◆ REQUIRED WORK ◆
The expected response consists solely of the lines from the line with "For a GIS import: Extract" through the last line of the material below, copied exactly.
=== Begin Enclosure ===
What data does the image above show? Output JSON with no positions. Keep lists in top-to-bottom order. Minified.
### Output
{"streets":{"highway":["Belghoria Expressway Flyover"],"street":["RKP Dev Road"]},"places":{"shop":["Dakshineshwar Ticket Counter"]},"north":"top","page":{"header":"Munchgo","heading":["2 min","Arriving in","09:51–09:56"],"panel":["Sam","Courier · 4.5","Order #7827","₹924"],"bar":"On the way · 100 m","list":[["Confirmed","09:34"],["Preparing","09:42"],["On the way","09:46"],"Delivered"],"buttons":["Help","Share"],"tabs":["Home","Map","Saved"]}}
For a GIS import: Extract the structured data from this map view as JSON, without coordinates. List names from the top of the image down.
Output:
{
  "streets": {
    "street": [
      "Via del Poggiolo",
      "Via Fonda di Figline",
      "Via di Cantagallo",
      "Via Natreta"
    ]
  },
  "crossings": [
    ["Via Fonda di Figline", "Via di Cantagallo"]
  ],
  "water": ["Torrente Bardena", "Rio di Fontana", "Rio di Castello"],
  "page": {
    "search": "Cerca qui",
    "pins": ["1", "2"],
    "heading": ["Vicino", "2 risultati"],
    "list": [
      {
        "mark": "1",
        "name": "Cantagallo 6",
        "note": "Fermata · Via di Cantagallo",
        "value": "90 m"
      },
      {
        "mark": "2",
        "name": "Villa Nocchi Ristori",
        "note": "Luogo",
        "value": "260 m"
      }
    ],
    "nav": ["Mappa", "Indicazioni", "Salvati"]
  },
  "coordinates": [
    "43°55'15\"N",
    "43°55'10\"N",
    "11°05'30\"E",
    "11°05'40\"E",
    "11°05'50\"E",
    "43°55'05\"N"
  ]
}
=== End Enclosure ===
◆ SOLUTION TO THIS EXERCISE ◆
For a GIS import: Extract the structured data from this map view as JSON, without coordinates. List names from the top of the image down.
Output:
{
  "streets": {
    "street": [
      "Via del Poggiolo",
      "Via Fonda di Figline",
      "Via di Cantagallo",
      "Via Natreta"
    ]
  },
  "crossings": [
    ["Via Fonda di Figline", "Via di Cantagallo"]
  ],
  "water": ["Torrente Bardena", "Rio di Fontana", "Rio di Castello"],
  "page": {
    "search": "Cerca qui",
    "pins": ["1", "2"],
    "heading": ["Vicino", "2 risultati"],
    "list": [
      {
        "mark": "1",
        "name": "Cantagallo 6",
        "note": "Fermata · Via di Cantagallo",
        "value": "90 m"
      },
      {
        "mark": "2",
        "name": "Villa Nocchi Ristori",
        "note": "Luogo",
        "value": "260 m"
      }
    ],
    "nav": ["Mappa", "Indicazioni", "Salvati"]
  },
  "coordinates": [
    "43°55'15\"N",
    "43°55'10\"N",
    "11°05'30\"E",
    "11°05'40\"E",
    "11°05'50\"E",
    "43°55'05\"N"
  ]
}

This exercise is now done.